Invasive Candida infection is one of the leading causes of hospital-acquired bloodstream infections, which carry a mortality rate ranging from 45 to 75 percent.
"Catheterized patients - especially those with cancer who receive chemotherapy and those with an organ transplant who receive immunosuppressive treatment - are highly susceptible to these infections, which can be lethal," said lead researcher Jian Zhang, an associate professor of microbial infection and immunity.
"We've found a potential way to manipulate the immune system to treat invasive, life-threatening cases that are resistant to treatment," he said.
The research appears in the journal Nature Medicine.
When they began their study, Zhang and his team knew that a group of molecules called C-type lectin receptors play a key role in controlling fungal infections. In healthy individuals whose bodies fight off the infection, these receptors detect the bad fungal cells and set off a chain of events that kicks the immune system into action.
Through previous work, the researchers knew that a gene called CBLB played a role in the process, but just what role was unclear.
Through tests of human cells in petri dishes and in mice, Zhang's group was able to pinpoint what CBLB does. CBLB targets two proteins (dectin 1 and 2), which send messages crucial for a robust immune response. The dectin proteins' job is to recognize the carbohydrates that line the fungi's cell wall and kick off an appropriate response by immune cells.
In a perfect scenario, CBLB's role is to guard against a too-intense immune response to the Candida infection. It tamps down inflammation and prevents tissue damage by moving proteins to a molecular "trash can," Zhang said.
But in weak hospitalized patients with bloodstream infections, CBLB stands in the way of an optimal immune response, Zhang said. In these patients, the immune response is dampened to a level that no longer protects patients against fungal invaders.
Through their work in mice, the researchers confirmed that if they knocked out CBLB function either through eliminating or deactivating it, the animals' immune systems waged a greater battle against the yeast.
"Ideally if you can downregulate or inactivate the gene, the antifungal response will be accelerated so you can clear the infection," Zhang said.

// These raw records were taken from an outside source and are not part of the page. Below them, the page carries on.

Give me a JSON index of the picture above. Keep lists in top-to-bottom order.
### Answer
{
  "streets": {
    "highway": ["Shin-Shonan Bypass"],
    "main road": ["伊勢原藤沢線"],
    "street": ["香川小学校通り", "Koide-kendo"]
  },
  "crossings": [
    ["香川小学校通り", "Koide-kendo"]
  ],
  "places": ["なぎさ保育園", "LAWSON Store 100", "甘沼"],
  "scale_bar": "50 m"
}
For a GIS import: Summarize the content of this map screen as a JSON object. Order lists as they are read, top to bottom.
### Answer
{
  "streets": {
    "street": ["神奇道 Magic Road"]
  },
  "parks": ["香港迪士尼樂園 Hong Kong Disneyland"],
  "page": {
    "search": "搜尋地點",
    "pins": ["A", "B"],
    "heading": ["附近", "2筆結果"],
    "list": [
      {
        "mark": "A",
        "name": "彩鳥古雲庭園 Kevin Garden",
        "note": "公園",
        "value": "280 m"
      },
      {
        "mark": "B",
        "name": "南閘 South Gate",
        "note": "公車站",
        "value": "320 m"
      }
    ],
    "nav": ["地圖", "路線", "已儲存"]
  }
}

His team confirmed this in mice by injecting "small interference RNA" in an attempt to interrupt CBLB expression. Then they injected Candida albicans 24 hours later.
"We found when we do it this way, we can actually rescue the mice from death."
That opens the door to further research exploring the possibility of a gene-based treatment for humans that would target CBLB to allow patients' immune systems to effectively tackle the invader, Zhang said.